Assemblyman Tom Ammiano, who is chairman of the Committee on Public Safety and called today’s hearing, said after hearing testimony from both those opposed to California’s use of prolonged solitary confinement as well as those representing the corrections department, “I think there is some basic concern here about human rights.”

In addition to attending the hearing, NRCAT members delivered to Gov. Jerry Brown’s office a packet of more than 600 endorsements by California residents of NRCAT’s statement calling for federal and state governments to end the use of prolonged solitary confinement. Copies of the packet also were sent to Secretary of Corrections and Rehabilitation Matthew Cate, and the members of the California State Legislature.

“All major religions recognize the inherent dignity of all human beings and their capacity for redemption,” said Rev. Richard Killmer, Executive Director of the National Religious Campaign Against Torture.

“Long-term solitary confinement desecrates a person’s inherent dignity and hinders genuine rehabilitation and redemption. While we appreciated the fact that Assemblyman Ammiano held yesterday’s hearing and allowed testimony from many, many people who described the debilitating effects of solitary confinement, we were disappointed that not all of the members of the Committee on Public Safety valued the subject enough to attend the hearing or remain to hear what the public had to say on the matter.”

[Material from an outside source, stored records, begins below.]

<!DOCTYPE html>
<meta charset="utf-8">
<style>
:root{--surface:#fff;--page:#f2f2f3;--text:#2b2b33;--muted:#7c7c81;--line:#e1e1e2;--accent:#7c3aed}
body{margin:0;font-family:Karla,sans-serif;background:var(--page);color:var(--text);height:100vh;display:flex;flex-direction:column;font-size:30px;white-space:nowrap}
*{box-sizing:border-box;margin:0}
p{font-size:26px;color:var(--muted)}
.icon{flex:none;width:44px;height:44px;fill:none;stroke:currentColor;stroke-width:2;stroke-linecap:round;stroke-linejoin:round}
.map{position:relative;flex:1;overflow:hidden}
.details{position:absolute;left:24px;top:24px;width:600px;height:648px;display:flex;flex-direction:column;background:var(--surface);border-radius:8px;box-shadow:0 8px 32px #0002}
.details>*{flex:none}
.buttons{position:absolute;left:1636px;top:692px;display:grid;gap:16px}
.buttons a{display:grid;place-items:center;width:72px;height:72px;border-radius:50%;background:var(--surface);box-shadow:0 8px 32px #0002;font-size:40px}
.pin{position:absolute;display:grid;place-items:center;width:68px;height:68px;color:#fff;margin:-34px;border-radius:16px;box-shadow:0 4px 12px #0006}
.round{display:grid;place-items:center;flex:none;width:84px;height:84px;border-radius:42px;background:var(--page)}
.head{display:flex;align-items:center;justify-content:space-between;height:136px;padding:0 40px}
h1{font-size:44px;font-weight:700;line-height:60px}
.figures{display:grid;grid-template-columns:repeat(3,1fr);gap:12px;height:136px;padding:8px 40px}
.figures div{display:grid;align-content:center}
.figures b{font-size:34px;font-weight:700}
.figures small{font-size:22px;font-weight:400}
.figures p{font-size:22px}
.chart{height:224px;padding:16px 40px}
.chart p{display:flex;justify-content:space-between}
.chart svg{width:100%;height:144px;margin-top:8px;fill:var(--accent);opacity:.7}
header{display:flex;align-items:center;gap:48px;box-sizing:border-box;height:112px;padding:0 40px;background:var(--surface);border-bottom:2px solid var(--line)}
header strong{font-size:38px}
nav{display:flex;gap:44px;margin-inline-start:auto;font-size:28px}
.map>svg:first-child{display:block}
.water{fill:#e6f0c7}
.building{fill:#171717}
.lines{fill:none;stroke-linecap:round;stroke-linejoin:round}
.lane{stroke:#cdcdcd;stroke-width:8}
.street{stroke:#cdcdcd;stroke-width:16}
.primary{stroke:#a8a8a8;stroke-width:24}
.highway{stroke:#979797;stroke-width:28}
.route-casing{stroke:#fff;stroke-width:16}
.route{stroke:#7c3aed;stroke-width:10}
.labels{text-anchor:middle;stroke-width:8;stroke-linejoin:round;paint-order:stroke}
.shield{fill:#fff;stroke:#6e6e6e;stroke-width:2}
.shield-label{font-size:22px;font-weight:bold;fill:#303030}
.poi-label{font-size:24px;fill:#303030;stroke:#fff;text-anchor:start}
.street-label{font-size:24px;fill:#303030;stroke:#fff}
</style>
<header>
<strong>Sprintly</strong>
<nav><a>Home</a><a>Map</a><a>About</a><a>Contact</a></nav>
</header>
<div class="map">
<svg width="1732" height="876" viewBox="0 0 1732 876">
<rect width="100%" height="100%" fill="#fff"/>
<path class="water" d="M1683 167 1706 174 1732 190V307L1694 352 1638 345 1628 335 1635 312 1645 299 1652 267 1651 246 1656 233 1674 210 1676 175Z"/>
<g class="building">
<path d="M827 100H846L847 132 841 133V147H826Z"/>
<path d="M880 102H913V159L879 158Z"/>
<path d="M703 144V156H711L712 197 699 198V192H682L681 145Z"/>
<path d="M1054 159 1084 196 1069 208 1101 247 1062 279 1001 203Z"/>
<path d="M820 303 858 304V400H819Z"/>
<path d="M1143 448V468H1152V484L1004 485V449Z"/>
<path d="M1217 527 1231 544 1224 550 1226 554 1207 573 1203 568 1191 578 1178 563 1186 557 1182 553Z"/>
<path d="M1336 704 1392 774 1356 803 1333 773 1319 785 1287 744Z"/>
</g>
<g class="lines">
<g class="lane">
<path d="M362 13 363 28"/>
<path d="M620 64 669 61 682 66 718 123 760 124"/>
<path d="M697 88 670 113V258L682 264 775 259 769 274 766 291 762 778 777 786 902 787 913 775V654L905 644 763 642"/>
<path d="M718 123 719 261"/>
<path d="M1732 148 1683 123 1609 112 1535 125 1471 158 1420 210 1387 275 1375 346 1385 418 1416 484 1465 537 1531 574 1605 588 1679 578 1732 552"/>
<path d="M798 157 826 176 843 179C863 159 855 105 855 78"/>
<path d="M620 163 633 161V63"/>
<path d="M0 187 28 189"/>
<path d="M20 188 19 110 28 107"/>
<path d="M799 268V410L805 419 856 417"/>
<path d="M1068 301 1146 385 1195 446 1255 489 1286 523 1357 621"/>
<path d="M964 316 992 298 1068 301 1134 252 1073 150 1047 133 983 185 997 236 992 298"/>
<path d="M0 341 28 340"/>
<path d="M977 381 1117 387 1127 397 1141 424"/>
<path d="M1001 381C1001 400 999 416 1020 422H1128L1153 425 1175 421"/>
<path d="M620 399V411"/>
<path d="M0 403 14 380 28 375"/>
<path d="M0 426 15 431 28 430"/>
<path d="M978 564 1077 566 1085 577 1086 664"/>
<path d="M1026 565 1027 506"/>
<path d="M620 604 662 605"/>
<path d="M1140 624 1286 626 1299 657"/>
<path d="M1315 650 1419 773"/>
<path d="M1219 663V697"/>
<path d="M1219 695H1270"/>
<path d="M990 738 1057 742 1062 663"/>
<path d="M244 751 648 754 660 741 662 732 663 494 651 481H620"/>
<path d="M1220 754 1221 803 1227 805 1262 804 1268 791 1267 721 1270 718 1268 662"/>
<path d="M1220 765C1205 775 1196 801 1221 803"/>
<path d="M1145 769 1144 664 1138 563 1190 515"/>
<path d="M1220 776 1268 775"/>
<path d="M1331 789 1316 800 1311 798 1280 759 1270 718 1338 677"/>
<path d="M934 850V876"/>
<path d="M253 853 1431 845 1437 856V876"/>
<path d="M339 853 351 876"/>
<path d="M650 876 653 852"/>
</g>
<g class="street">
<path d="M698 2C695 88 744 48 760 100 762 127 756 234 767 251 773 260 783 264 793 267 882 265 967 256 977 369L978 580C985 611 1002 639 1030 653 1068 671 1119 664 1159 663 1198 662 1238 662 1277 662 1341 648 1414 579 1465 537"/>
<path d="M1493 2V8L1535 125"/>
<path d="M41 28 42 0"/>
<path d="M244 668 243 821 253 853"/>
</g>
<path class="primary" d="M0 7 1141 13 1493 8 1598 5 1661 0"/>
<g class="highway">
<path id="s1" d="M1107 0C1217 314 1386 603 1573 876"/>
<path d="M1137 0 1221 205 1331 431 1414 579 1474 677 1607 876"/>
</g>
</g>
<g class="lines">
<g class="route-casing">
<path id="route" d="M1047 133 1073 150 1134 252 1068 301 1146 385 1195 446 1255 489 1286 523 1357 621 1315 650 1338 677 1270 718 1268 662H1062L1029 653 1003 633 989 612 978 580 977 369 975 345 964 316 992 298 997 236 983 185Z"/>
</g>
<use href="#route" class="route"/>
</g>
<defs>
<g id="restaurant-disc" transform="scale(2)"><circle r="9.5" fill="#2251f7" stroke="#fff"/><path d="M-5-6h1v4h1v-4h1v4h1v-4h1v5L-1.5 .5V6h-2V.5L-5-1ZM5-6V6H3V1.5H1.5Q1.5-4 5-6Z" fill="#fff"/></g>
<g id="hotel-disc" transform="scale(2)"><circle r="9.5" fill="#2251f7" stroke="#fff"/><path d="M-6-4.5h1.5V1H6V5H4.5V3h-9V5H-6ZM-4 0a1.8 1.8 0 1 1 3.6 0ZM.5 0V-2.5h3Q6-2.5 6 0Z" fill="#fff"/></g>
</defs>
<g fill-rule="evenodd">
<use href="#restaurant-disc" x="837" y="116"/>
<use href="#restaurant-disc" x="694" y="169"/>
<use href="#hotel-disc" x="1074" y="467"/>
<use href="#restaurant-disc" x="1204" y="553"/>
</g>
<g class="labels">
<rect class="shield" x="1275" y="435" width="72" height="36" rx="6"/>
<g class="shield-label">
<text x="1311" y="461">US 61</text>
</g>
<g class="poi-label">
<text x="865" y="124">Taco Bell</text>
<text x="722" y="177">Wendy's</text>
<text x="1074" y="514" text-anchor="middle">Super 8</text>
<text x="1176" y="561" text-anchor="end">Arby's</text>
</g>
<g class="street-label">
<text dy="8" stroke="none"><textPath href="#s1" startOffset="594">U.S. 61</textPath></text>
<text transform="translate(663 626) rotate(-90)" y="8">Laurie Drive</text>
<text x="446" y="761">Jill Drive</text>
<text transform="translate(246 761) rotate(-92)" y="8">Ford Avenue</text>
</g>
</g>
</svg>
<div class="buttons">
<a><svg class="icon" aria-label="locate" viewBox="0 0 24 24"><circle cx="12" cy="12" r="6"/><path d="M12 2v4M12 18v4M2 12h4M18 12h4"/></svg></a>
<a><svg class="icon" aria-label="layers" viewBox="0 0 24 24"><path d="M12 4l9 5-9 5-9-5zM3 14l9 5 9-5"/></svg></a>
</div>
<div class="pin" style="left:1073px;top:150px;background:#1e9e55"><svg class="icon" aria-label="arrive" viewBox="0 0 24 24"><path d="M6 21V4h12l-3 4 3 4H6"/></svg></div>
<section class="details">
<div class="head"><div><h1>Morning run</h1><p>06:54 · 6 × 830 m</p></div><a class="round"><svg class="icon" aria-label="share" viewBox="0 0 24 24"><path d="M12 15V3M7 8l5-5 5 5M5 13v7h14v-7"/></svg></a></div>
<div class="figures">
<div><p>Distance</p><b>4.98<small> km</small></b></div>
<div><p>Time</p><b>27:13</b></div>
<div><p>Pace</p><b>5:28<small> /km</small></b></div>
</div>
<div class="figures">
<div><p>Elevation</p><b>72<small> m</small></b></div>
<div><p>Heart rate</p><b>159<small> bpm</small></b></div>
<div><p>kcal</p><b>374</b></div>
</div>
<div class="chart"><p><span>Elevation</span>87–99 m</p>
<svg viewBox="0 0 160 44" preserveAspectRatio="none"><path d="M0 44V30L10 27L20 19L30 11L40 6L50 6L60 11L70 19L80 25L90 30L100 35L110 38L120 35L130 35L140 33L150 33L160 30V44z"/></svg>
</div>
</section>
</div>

 Prior to the hearing, more than 200 people, including people of faith from NRCAT, gathered in front of the California State Capitol to rally against the use of prolonged solitary confinement.

 The National Religious Campaign Against Torture (NRCAT) is a growing membership organization committed to ending U.S.-sponsored torture, and cruel, inhuman and degrading treatment. Since its formation in January 2006, more than 300 religious organizations have joined NRCAT, including representatives from the Catholic, evangelical Christian, mainline Protestant, Unitarian Universalist, Quaker, Orthodox Christian, Jewish, Muslim, Hindu, Baha’i, Buddhist, and Sikh communities. Members include national denominations and faith groups, regional organizations and local congregations.